Semiparametric estimation exploiting covariate independence in two-phase randomized trials.

Publication Type:

Journal Article


Biometrics, Volume 65, Issue 1, p.178-87 (2009)


2009, Algorithms, Biological Markers, Biometry, Center-Authored Paper, Data Interpretation, Statistical, Humans, Models, Theoretical, Public Health Sciences Division, Randomized Controlled Trials as Topic, Treatment Outcome


Recent results for case-control sampling suggest when the covariate distribution is constrained by gene-environment independence, semiparametric estimation exploiting such independence yields a great deal of efficiency gain.
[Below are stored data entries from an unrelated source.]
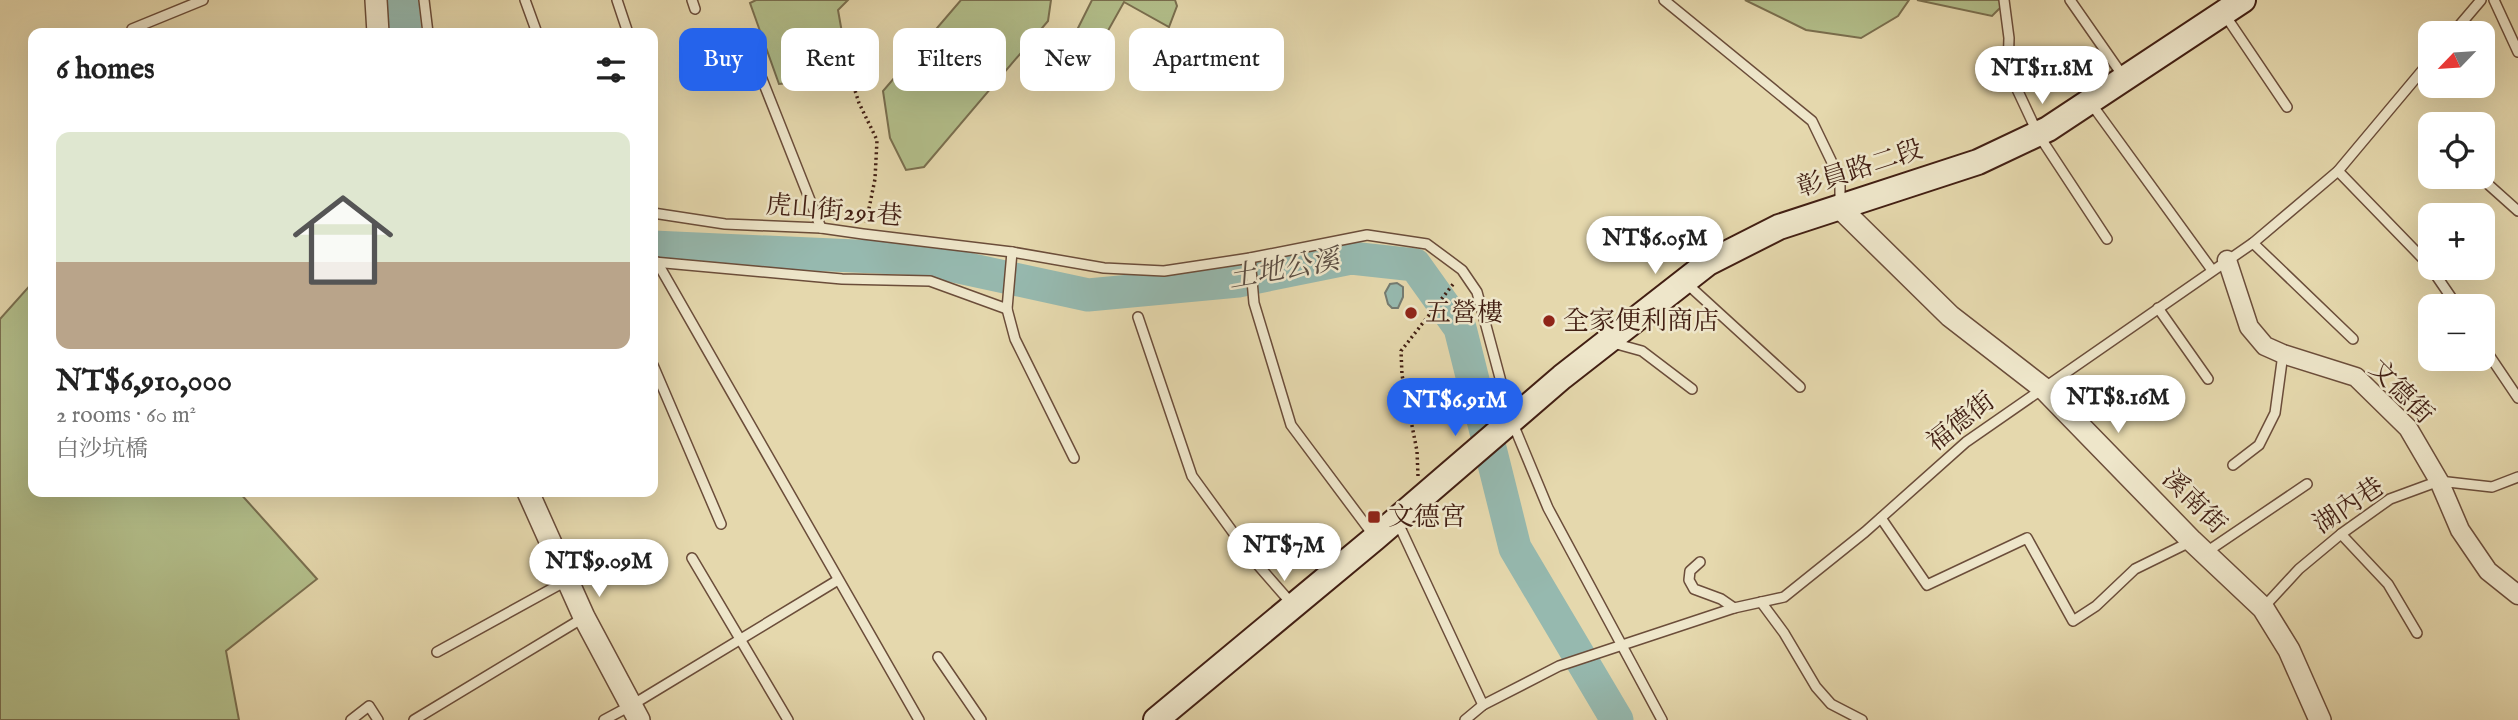 <!DOCTYPE html>
<meta charset="utf-8">
<style>
body{margin:0;font-family:"IM FELL English","Noto Serif TC",serif;background:#f6f6f6;color:#222;height:100vh;display:flex;flex-direction:column;font-size:26px;white-space:nowrap}
*{box-sizing:border-box;margin:0}
p{font-size:23px;color:#767676}
.icon{flex:none;width:38px;height:38px;fill:none;stroke:currentColor;stroke-width:2;stroke-linecap:round;stroke-linejoin:round}
.map{position:relative;flex:1;overflow:hidden}
.panel{position:absolute;left:28px;top:28px;width:630px;height:469px;display:flex;flex-direction:column;background:#fff;border-radius:14px;box-shadow:0 7px 28px #0002}
.panel>*{flex:none}
.hud{position:absolute;left:679px;top:28px;width:665px;height:63px;display:flex;gap:14px}
.needle{width:46px;rotate:245deg}
.buttons{position:absolute;left:2418px;top:21px;display:grid;gap:14px}
.buttons a{display:grid;place-items:center;width:77px;height:77px;border-radius:14px;background:#fff;box-shadow:0 7px 28px #0002;font-size:35px}
.price{position:absolute;translate:-50% -60px;padding:0 16px;border-radius:24px;background:#fff;color:#222;font-size:23px;line-height:46px;filter:drop-shadow(0 2px 4px #0008)}
.price::after{content:'';position:absolute;left:50%;top:42px;width:21px;height:16px;margin-left:-10px;background:inherit;clip-path:polygon(0 0,100% 0,50% 100%)}
.price.active{background:#2563eb;color:#fff}
ul{padding:0;list-style:none}
li{display:grid;align-content:center;gap:14px;height:371px;padding:0 28px}
li span{display:grid;place-items:center;height:217px;border-radius:14px;color:#555}
li>.icon{margin-inline-start:auto}
span .icon{width:126px;height:126px;fill:#fffc;stroke-width:1}
li b{font-size:30px}
h2{display:flex;justify-content:space-between;align-items:center;height:84px;padding:0 28px;font-size:30px}
.pill{padding:0 24px;border-radius:14px;background:#fff;box-shadow:0 7px 28px #0002;font-size:24px;line-height:63px}
.pill.active{background:#2563eb;color:#fff}
.map>svg:first-child{display:block}
.green{fill:#b3bf8b;stroke:#7a6f4f;stroke-width:2}
.water{fill:#96b9af;stroke:#747b71;stroke-width:2}
.lines{fill:none;stroke-linecap:round;stroke-linejoin:round}
.river{stroke:#96b9af;stroke-width:33}
.service-casing{stroke:#6b4d3a;stroke-width:12}
.minor-casing{stroke:#6b4d3a;stroke-width:21}
.tertiary-casing{stroke:#6b4d3a;stroke-width:24}
.secondary-casing{stroke:#421f13;stroke-width:28}
.path{stroke:#421f13;stroke-width:3.5;stroke-dasharray:2 3.5;stroke-linecap:butt}
.service{stroke:#eee6ca;stroke-width:9}
.minor{stroke:#eee6ca;stroke-width:18}
.tertiary{stroke:#eee6ca;stroke-width:21}
.secondary{stroke:#eee6ca;stroke-width:24}
.poi-dot{fill:#8f2418;stroke:#eee6ca;stroke-width:2.5}
.labels{text-anchor:middle;dominant-baseline:central;stroke-width:5;stroke-linejoin:round;paint-order:stroke}
.street-label{font-size:26px;fill:#421f13;stroke:#eee6ca}
.poi-label{font-size:26px;fill:#421f13;stroke:#eee6ca;text-anchor:start}
.water-label{font-size:28px;font-style:italic;fill:#5b4d42;stroke:#eee6ca}
</style>
<div class="map">
<svg width="2518" height="720" viewBox="0 0 2518 720">
<rect width="100%" height="100%" fill="#e5d8ad"/>
<filter id="stains"><feTurbulence type="fractalNoise" baseFrequency=".00286" numOctaves="4"/><feColorMatrix values="0 0 0 0 .2 0 0 0 0 .09 0 0 0 0 .02 0 0 0 .5 -.17"/></filter>
<radialGradient id="worn" r=".72"><stop offset=".6" stop-color="#630" stop-opacity="0"/><stop offset="1" stop-color="#630" stop-opacity=".3"/></radialGradient>
<!-- green -->
<g class="green">
<path d="M756 0H848L838 10 850 78 779 84 750 3Z"/>
<path d="M961 0H1051L1048 21 924 167 906 170 890 138 883 91Z"/>
<path d="M1092 0H1175L1177 6 1169 27 1124 2 1081 79 1058 68Z"/>
<path d="M1745 0H1909L1898 16 1861 38 1806 30Z"/>
<path d="M1917 0H2008L1992 16Z"/>
<path d="M33 282V492H239L317 579 226 651 239 720H0V319Z"/>
</g>
<!-- water -->
<path class="water" d="M1397 283 1403 287V297L1398 308H1392L1388 304 1385 293 1390 284Z"/>
<g class="lines">
<!-- river -->
<g class="river">
<path d="M402 0 405 33"/>
<path d="M653 247 922 259 1088 295 1238 281 1351 258 1415 265 1460 328 1515 548 1617 720"/>
</g>
<defs>
<g id="service">
<path d="M424 0 428 33"/>
<path d="M525 0 537 33"/>
<path d="M617 0 628 33"/>
<path d="M692 0 695 9"/>
<path d="M1664 0 1812 121 1840 179V205"/>
<path d="M2004 0 2009 38 2008 70 2038 134 2107 239"/>
<path d="M2070 0 2123 76"/>
<path d="M2494 0 2518 52"/>
<path d="M2225 15 2287 107"/>
<path d="M132 29 203 0"/>
<path d="M2453 33 2481 0"/>
<path d="M728 59 747 58 758 69 821 228"/>
<path d="M2090 102 2212 270"/>
<path d="M2338 171 2431 267"/>
<path d="M2480 177 2518 211"/>
<path d="M653 213 725 224 821 228 863 234 1012 252 1104 268 1164 271 1250 258 1367 235 1427 244 1462 270 1477 292 1511 419 1548 508 1662 720"/>
<path d="M2253 243 2353 339"/>
<path d="M1250 258 1254 303 1291 425 1374 536"/>
<path d="M654 262 842 279 930 281 1007 309 1012 252"/>
<path d="M657 262 919 720"/>
<path d="M2431 268 2457 306"/>
<path d="M1685 282 1800 387"/>
<path d="M2158 308 2208 379"/>
<path d="M1007 309 1015 339 1074 458"/>
<path d="M1138 317 1192 476 1251 557 1292 604"/>
<path d="M1613 343 1642 351 1692 389"/>
<path d="M2483 346 2518 398"/>
<path d="M653 365 721 524"/>
<path d="M2233 465 2259 445 2275 413 2283 354"/>
<path d="M1881 518 1927 585 2027 538 2073 621 2096 606 2135 569 2190 542"/>
<path d="M1398 523 1483 705"/>
<path d="M2341 534 2388 584 2417 633"/>
<path d="M2205 553 2307 484"/>
<path d="M692 558 788 720"/>
<path d="M1700 562 1690 571 1689 580 1694 589 1721 599 1734 608"/>
<path d="M1761 602 1784 633 1816 687 1831 704 1862 720"/>
<path d="M2263 608 2299 569 2341 534 2390 499 2439 481 2492 487 2518 477"/>
<path d="M437 652 566 581"/>
<path d="M938 657 981 720"/>
<path d="M351 720 369 706 378 720"/>
<path d="M414 720 583 618"/>
<path d="M604 720 632 705 838 580"/>
<path d="M1465 720 1483 705 1559 666 1734 608 1784 597 1865 532 1966 442 2253 243 2338 171 2431 60"/>
</g>
<path id="minor" d="M2227 260 2249 327 2265 346 2283 354 2356 377 2408 428 2439 481 2460 530 2488 571 2518 595"/>
<g id="tertiary">
<path d="M376 0 378 33"/>
<path d="M1840 208 1950 316 2043 388 2192 541 2263 608 2289 650 2320 720"/>
<path d="M528 492 584 617 639 720"/>
</g>
<path id="secondary" d="M1156 720 1375 538 1562 377 1708 263 1779 227 1978 162 2048 129 2243 0"/>
</defs>
<!-- service casing -->
<use href="#service" class="service-casing"/>
<!-- minor casing -->
<use href="#minor" class="minor-casing"/>
<!-- tertiary casing -->
<use href="#tertiary" class="tertiary-casing"/>
<!-- secondary casing -->
<use href="#secondary" class="secondary-casing"/>
<!-- path -->
<g class="path">
<path d="M851 53 852 81 859 103 877 140 875 179 866 223"/>
<path d="M1418 476 1417 451 1402 375 1401 351 1454 283"/>
</g>
<!-- service -->
<use href="#service" class="service"/>
<!-- minor -->
<use href="#minor" class="minor"/>
<!-- tertiary -->
<use href="#tertiary" class="tertiary"/>
<!-- secondary -->
<use href="#secondary" class="secondary"/>
</g>
<!-- markers -->
<g class="poi-dot">
<circle cx="1411" cy="313" r="7"/>
<circle cx="1549" cy="321" r="7"/>
<rect x="1367" y="510" width="14" height="14" rx="3.5"/>
</g>
<g class="labels">
<!-- street labels -->
<g class="street-label">
<text transform="translate(1860 169) rotate(-18)">彰員路二段</text>
<text transform="translate(834 211) rotate(5)">虎山街291巷</text>
<text transform="translate(2401 392) rotate(45)">文德街</text>
<text transform="translate(1961 422) rotate(-38)">福德街</text>
<text transform="translate(2194 502) rotate(45)">溪南街</text>
<text transform="translate(2349 506) rotate(-34)">湖內巷</text>
</g>
<!-- poi labels -->
<g class="poi-label">
<text x="1425" y="313">五營樓</text>
<text x="1563" y="321">全家便利商店</text>
<text x="1388" y="517">文德宮</text>
</g>
<!-- water labels -->
<g class="water-label">
<text transform="translate(1284 270) rotate(-10)">土地公溪</text>
</g>
</g>
<rect width="100%" height="100%" filter="url(#stains)"/>
<rect width="100%" height="100%" fill="url(#worn)"/>
</svg>
<div class="buttons">
<a><svg class="needle" viewBox="-14 -14 28 28"><path d="M0-13l5 13h-10z" fill="#e53935"/><path d="M0 13l5-13h-10z" fill="#767676"/></svg></a>
<a><svg class="icon" aria-label="locate" viewBox="0 0 24 24"><circle cx="12" cy="12" r="6"/><path d="M12 2v4M12 18v4M2 12h4M18 12h4"/></svg></a>
<a>+</a>
<a>−</a>
</div>
<b class="price" style="left:2042px;top:106px">NT$11.8M</b>
<b class="price" style="left:1655px;top:276px">NT$6.05M</b>
<b class="price" style="left:2118px;top:435px">NT$8.16M</b>
<b class="price active" style="left:1455px;top:438px">NT$6.91M</b>
<b class="price" style="left:1284px;top:583px">NT$7M</b>
<b class="price" style="left:599px;top:599px">NT$9.09M</b>
<div class="hud">
<a class="pill active">Buy</a>
<a class="pill">Rent</a>
<a class="pill">Filters</a>
<a class="pill">New</a>
<a class="pill">Apartment</a>
</div>
<section class="panel">
<h2>6 homes<svg class="icon" aria-label="filters" viewBox="0 0 24 24"><path d="M4 7h16M4 17h16"/><circle cx="9" cy="7" r="2"/><circle cx="15" cy="17" r="2"/></svg></h2>
<ul>
<li><span style="background:linear-gradient(#dfe7d0 60%,#b9a48a 0)"><svg class="icon" aria-label="home" viewBox="0 0 24 24"><path d="M3 11l9-7 9 7M6 9v11h12V9"/></svg></span><div><b>NT$6,910,000</b><p>2 rooms · 60 m²</p><p>白沙坑橋</p></div></li>
</ul>
</section>
</div>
We consider the efficient estimation of the treatment-biomarker interaction in two-phase sampling nested within randomized clinical trials, incorporating the independence between a randomized treatment and the baseline markers. We develop a Newton-Raphson algorithm based on the profile likelihood to compute the semiparametric maximum likelihood estimate (SPMLE). Our algorithm accommodates both continuous phase-one outcomes and continuous phase-two biomarkers. The profile information matrix is computed explicitly via numerical differentiation. In certain situations where computing the SPMLE is slow, we propose a maximum estimated likelihood estimator (MELE), which is also capable of incorporating the covariate independence. This estimated likelihood approach uses a one-step empirical covariate distribution, thus is straightforward to maximize. It offers a closed-form variance estimate with limited increase in variance relative to the fully efficient SPMLE. Our results suggest exploiting the covariate independence in two-phase sampling increases the efficiency substantially, particularly for estimating treatment-biomarker interactions.